-- Exercise directions --
Copy out, from the data below, each line in which the word "icon" occurs.

-- Material for the task --
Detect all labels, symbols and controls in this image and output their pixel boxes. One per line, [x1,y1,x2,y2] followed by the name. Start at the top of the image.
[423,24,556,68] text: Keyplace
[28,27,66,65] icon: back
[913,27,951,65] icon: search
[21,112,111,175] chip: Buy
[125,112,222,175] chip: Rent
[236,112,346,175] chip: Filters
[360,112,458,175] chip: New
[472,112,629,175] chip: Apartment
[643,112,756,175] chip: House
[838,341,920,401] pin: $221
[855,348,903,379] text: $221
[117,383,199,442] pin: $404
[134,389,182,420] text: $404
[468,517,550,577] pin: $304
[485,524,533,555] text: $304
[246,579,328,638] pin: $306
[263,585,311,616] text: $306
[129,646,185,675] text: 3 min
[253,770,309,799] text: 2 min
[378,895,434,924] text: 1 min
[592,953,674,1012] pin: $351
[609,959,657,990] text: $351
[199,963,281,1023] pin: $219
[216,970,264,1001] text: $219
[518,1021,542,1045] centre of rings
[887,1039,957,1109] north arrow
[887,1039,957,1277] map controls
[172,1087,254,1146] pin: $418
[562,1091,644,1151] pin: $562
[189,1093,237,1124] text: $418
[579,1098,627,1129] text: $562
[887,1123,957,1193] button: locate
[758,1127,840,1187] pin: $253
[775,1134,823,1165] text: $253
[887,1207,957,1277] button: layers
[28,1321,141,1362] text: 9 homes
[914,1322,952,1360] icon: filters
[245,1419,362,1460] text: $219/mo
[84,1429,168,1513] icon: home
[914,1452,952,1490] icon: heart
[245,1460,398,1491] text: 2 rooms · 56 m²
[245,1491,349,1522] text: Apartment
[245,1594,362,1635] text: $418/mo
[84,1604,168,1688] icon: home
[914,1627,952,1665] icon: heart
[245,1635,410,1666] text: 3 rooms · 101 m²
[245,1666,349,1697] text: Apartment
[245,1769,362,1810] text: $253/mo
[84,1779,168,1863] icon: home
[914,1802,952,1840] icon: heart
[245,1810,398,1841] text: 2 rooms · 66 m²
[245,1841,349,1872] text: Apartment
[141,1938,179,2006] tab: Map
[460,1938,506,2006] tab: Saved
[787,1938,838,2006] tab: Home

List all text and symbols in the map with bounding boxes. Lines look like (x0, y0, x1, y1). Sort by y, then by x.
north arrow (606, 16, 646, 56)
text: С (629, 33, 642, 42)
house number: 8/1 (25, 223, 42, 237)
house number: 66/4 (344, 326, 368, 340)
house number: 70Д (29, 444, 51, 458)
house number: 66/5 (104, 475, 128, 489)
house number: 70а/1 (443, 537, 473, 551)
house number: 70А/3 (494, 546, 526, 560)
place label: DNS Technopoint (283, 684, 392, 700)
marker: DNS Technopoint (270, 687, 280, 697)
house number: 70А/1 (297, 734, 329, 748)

-- Answer to this exercise --
[28,27,66,65] icon: back
[913,27,951,65] icon: search
[914,1322,952,1360] icon: filters
[84,1429,168,1513] icon: home
[914,1452,952,1490] icon: heart
[84,1604,168,1688] icon: home
[914,1627,952,1665] icon: heart
[84,1779,168,1863] icon: home
[914,1802,952,1840] icon: heart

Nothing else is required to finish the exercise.